We evaluated the role of Helicobacter pylori (H. pylori)-related chronic gastritis in the development of osteoporosis in a population-based study. A total of 1690 subjects in the cohort of the Research on Osteoarthritis/ osteoporosis Against Disability (ROAD) were investigated, and the association between gastritis and osteoporosis was evaluated by the presence of serologically assessed H. pylori-related chronic gastritis and its stage, based on H. pylori antibody titer and pepsinogen. The presence of the gastritis was associated with significantly lower bone mineral density (BMD) assessed by dual-energy x-ray absorptiometry and a significant risk of lower BMD was observed in femoral neck (adjusted odds ratio [OR]: 0.78, 95% confidence interval [CI]: 061-0.99). The progression of the gastritis appeared to further increase the risk. In the stage of non-atrophic gastritis, the risk of lower BMD was significantly high, especially in a subgroup with higher gastritis activity in the femoral neck (adjusted OR: 0.61, 95% CI: 0.42-0.89). Meanwhile, in the stage of atrophic gastritis, the highest and significant risk of lower BMD was observed in a subgroup with the most extensive and severe atrophy in femoral neck (adjusted OR: 0.62, 95% CI: 0.42-0.91). These results suggest that H. pylori-related chronic gastritis is involved in the risk of osteoporosis, with higher activity of gastritis and more extensive atrophy leading to further increased risk. The serologically assessed stage of the gastritis could be used to identify a high-risk group for osteoporosis in H. pylori-infected subjects from general population.
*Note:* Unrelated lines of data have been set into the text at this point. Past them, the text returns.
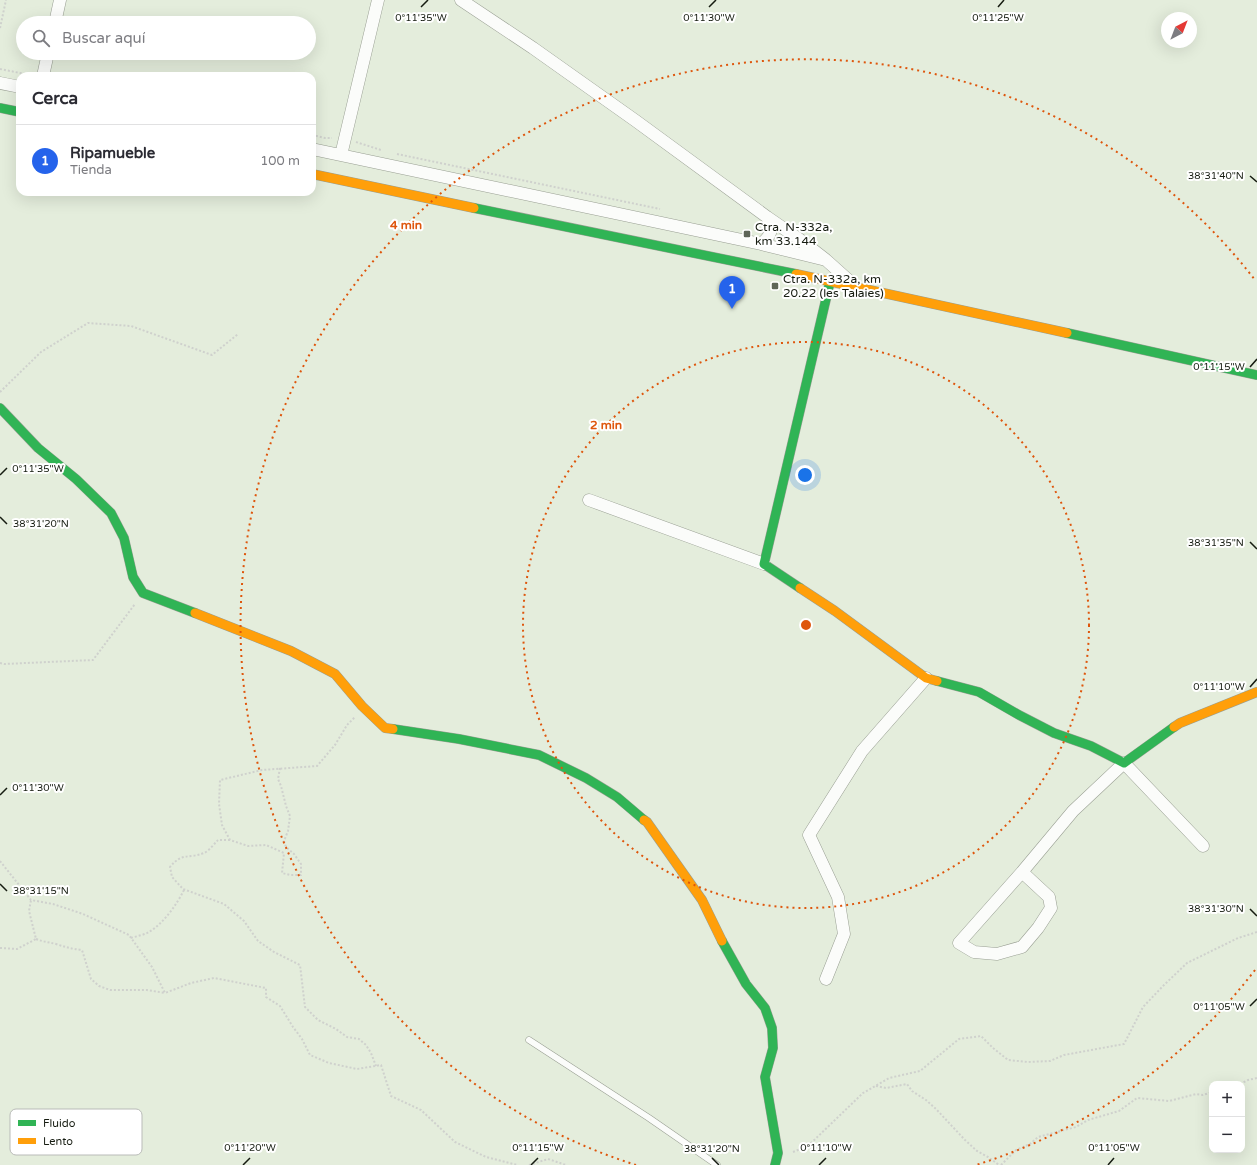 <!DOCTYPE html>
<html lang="es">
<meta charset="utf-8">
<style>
:root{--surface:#fff;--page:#f7f7f7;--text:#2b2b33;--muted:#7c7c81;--line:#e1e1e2;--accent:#2563eb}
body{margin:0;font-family:"Varela Round",sans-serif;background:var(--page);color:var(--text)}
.controls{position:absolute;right:12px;bottom:12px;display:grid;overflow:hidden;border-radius:8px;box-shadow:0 4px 16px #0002}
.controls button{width:36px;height:36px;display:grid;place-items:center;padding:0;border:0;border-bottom:1px solid var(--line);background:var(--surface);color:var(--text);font:20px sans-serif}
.compass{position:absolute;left:1161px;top:12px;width:36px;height:36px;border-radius:50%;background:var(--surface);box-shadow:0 4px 16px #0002;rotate:42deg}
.you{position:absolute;left:805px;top:475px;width:14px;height:14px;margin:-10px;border:3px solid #fff;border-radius:50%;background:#1a73e8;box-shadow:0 0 0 6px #1a73e833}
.badge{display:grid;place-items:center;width:26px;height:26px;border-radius:50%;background:var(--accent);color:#fff;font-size:13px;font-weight:700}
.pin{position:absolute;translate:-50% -33px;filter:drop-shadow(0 1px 2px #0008)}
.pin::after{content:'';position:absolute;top:21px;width:14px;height:12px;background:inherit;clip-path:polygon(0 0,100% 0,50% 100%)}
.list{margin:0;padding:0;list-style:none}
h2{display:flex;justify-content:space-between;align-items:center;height:52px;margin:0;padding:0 16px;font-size:17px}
h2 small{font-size:13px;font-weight:400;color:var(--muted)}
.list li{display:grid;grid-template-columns:26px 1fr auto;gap:12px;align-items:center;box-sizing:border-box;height:72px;padding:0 16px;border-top:1px solid var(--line)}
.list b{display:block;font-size:15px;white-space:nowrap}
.list p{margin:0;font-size:13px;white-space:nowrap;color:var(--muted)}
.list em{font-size:13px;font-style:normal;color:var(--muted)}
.icon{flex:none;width:22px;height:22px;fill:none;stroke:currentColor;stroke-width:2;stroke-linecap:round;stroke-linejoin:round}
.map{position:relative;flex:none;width:1257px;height:1165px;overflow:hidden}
.search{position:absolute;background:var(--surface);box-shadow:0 4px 16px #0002;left:16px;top:16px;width:300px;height:44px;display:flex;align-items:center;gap:10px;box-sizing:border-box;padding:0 14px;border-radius:22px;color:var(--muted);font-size:15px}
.panel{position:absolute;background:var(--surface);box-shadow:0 4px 16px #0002;left:16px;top:72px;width:300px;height:124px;border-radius:12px}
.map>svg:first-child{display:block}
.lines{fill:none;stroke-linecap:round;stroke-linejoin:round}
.lane-casing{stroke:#999f93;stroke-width:7}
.street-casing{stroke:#999f93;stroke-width:13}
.fast-casing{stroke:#999f93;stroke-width:10}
.slow-casing{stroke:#999f93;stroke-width:10}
.path{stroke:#cfd1cd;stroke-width:2;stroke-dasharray:2 2;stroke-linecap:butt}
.lane{stroke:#fbfcfa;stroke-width:6}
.street{stroke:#fbfcfa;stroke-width:12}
.fast{stroke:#30b455;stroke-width:9}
.slow{stroke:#ff9f0a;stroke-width:9}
.ticks{fill:none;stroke:#161c11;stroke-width:1.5}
.ring{fill:none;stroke:#de560c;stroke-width:2;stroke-dasharray:2 4}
.poi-dot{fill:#5e6558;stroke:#fff;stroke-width:1.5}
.labels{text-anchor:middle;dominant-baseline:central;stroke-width:4;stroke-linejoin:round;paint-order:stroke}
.poi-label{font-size:12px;fill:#161c11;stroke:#fff;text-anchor:start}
.key{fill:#fff;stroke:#b9bbb8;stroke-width:1}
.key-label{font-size:11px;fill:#161c11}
.ticks-label{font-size:10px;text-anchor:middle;fill:#161c11;stroke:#fff;stroke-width:4;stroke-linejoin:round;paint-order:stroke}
.centre{fill:#de560c;stroke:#fff;stroke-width:2}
.ring-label{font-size:12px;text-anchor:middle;font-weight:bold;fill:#de560c;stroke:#fff;stroke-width:4;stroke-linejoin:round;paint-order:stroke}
</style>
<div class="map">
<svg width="1257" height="1165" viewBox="0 0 1257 1165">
<rect width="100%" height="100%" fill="#e4eddc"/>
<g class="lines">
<g class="lane-casing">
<path id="lane" d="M 529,1040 L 649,1118 L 717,1165"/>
</g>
<g class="street-casing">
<path id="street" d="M 461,0 L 533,48 L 636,121 L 767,217 L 799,239 L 826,260 L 855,286
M 55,23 L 60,0
M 43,76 L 48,53
M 0,83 L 20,87
M 312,149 L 761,244 L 826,260
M 341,155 L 378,0
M 761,244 C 771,236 774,229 767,217
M 589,500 L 764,564
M 1022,872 L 1049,897 L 1051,908 L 1038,928 L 1022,947 L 997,954 L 974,952 L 959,943 L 1022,872 L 1073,811 L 1124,763 L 1203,846
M 826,979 L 844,934 L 838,897 L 809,835 L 862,751 L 926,678"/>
</g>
<g class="fast-casing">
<path id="fast" d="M 0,108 L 20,112
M 474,208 L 796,274
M 1067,333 L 1257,375
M 0,408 L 38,448 L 76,479 L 111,513 L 124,538 L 133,577 L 143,593 L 195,613
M 800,588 L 764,564 L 830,282
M 937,681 L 979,692 L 1019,715 L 1054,733 L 1091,746 L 1124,763 L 1174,727
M 393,729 L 459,739 L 539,755 L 586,778 L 617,797 L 644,820
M 722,941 L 746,984 L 765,1008 L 772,1028 L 773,1048 L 765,1077 L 778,1153 L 775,1165"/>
</g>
<g class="slow-casing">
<path id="slow" d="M 312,174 L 474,208
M 796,274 L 1067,333
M 800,588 L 835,611 L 926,678 L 937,681
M 195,613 L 291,651 L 335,674 L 362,706 L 385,728 L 393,729
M 1174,727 L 1180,723 L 1257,692
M 644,820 L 647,822 L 702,900 L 722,941"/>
</g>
<path class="path" d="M 0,28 L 6,0
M 0,69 L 25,74 L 32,73
M 312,135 L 325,138 L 332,138
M 356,142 L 381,150
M 397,154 L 660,209
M 0,392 L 41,352 L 88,323 L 131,326 L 212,355 L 238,334
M 0,663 L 4,664 L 93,660 L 135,604
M 280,768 L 278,779 L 281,786 L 286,806 L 290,816 L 288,831 L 284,841 L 286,847 L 294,854 L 301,864 L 301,875 L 290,875 L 282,873 L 284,853 L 266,845 L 248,846 L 230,840 L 222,825 L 219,804 L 220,780 L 262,770 L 317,766 L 335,745 L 347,725 L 355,717
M 230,840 L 218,840 C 214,844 209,851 204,853 C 189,859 182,852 170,867 L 172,877 L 183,889 L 224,904 L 244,921 L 258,941 L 274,952 L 300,965 L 305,1007 L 318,1020 L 336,1029 L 347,1037 L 359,1039 L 366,1045 L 371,1053 L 376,1066
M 0,861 L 31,900 L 53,904 L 83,914 L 129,935 L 152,967 L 165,993 L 191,983 L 214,978 L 266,988 L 266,997 L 280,1006 L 293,1027 L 302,1039 L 310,1055 L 329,1063 L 357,1069 L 381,1065 L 391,1096 L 421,1110 L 455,1142 L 486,1157 L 517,1165
M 131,938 C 137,936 144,935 149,932 C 164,923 177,904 184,890
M 36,939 C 44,942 48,942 56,944 C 65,947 72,949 82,950 L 91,979 L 99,986 L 110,990 L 147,990 L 165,993
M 0,948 L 17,949 L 36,939 L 29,911 L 31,900
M 1240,1084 L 1248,1080 L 1257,1078
M 876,1086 L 886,1088 L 907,1084 L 912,1091 L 926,1100 L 936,1109 L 965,1140 L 977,1151 L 988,1157 L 999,1165
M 793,1152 L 808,1146 L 863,1093 L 889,1078 L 920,1071 L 959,1039 L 981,1036 L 993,1048 L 1008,1060 L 1028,1062 L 1050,1061 L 1064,1055 L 1124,1044 L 1143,1007 L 1164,985 L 1187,963 L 1238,938 L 1257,932
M 529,1165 L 548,1159 L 566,1165
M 1001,1165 L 1016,1150 L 1030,1144 L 1038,1137 L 1076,1127 L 1088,1120 L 1119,1111 L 1137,1098 L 1169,1101 L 1196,1094 L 1203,1095 L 1212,1092"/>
<use href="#lane" class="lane"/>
<use href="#street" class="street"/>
<use href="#fast" class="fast"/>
<use href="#slow" class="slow"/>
</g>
<path class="ticks" d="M 421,7 L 428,0M 709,7 L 716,0M 998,7 L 1004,0M 1250,176 L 1257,182M 1250,367 L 1257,359M 0,475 L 7,468M 0,517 L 7,524M 1250,542 L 1257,549M 1250,687 L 1257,679M 0,795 L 7,788M 0,884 L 7,891M 1250,909 L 1257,916M 1250,1006 L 1257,999M 712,1158 L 719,1165M 243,1165 L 250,1158M 531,1165 L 538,1158M 819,1165 L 826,1158M 1108,1165 L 1114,1158"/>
<g class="ring">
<circle cx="806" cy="625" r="283"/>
<path d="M1255 970A566 566 0 0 1 976 1165M636 1165A566 566 0 1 1 1255 280"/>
</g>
<g class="poi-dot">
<rect x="743" y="230" width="8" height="8" rx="2"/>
<rect x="771" y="282" width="8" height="8" rx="2"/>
</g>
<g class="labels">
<g class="poi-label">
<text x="755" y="227">Ctra. N-332a,<tspan x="755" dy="14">km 33.144</tspan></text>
<text x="783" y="279">Ctra. N-332a, km<tspan x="783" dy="14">20.22 (les Talaies)</tspan></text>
</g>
</g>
<rect x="10" y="1109" width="132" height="46" rx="6" class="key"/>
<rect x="18" y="1120" width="18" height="6" fill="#30b455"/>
<rect x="18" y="1138" width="18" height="6" fill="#ff9f0a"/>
<g class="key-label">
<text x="43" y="1127">Fluido</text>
<text x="43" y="1145">Lento</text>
</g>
<g class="ticks-label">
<text x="709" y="21">0°11'30"W</text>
<text x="421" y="21">0°11'35"W</text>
<text x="998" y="21">0°11'25"W</text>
<text x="1216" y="179">38°31'40"N</text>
<text x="1219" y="370">0°11'15"W</text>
<text x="38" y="472">0°11'35"W</text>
<text x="41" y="527">38°31'20"N</text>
<text x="1216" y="546">38°31'35"N</text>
<text x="1219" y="690">0°11'10"W</text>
<text x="38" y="791">0°11'30"W</text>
<text x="41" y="894">38°31'15"N</text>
<text x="1216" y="912">38°31'30"N</text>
<text x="1219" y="1010">0°11'05"W</text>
<text x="250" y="1151">0°11'20"W</text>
<text x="538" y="1151">0°11'15"W</text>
<text x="826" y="1151">0°11'10"W</text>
<text x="1114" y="1151">0°11'05"W</text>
<text x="712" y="1152">38°31'20"N</text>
</g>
<circle cx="806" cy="625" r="6" class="centre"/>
<g class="ring-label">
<text x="406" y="229">4 min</text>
<text x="606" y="429">2 min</text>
</g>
</svg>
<div class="controls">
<button>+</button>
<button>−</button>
</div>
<svg class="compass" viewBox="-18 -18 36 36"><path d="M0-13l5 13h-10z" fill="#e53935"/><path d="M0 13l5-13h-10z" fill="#7c7c81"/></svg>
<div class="you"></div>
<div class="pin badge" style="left:732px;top:309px">1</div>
<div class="search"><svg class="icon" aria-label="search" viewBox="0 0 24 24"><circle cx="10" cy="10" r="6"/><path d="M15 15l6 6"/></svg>Buscar aquí</div>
<section class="panel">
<h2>Cerca<small></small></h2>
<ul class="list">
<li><span class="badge">1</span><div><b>Ripamueble</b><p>Tienda</p></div><em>100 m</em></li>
</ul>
</section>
</div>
在一项基于人群的研究中,我们评估了幽门螺杆菌(H. pylori)相关性慢性胃炎在骨质疏松症发生发展中的作用。对骨关节炎/骨质疏松症抗残疾研究(ROAD)队列中的1690名受试者进行了调查,并根据幽门螺杆菌抗体滴度和胃蛋白酶原,通过血清学评估的幽门螺杆菌相关性慢性胃炎及其阶段来评估胃炎与骨质疏松症之间的关联。胃炎的存在与双能X线吸收法评估的骨矿物质密度(BMD)显著降低相关,并且在股骨颈观察到BMD降低的显著风险(调整优势比[OR]:0.78,95%置信区间[CI]:0.61 - 0.99)。胃炎的进展似乎会进一步增加风险。在非萎缩性胃炎阶段,BMD降低的风险显著较高,尤其是在股骨颈胃炎活动度较高的亚组中(调整OR:0.61,95% CI:0.42 - 0.89)。同时,在萎缩性胃炎阶段,在股骨颈萎缩最广泛和严重的亚组中观察到BMD降低的最高且显著风险(调整OR:0.62,95% CI:0.42 - 0.91)。这些结果表明,幽门螺杆菌相关性慢性胃炎与骨质疏松症风险有关,胃炎活动度越高和萎缩越广泛会导致风险进一步增加。血清学评估的胃炎阶段可用于识别来自普通人群的幽门螺杆菌感染受试者中的骨质疏松症高危人群。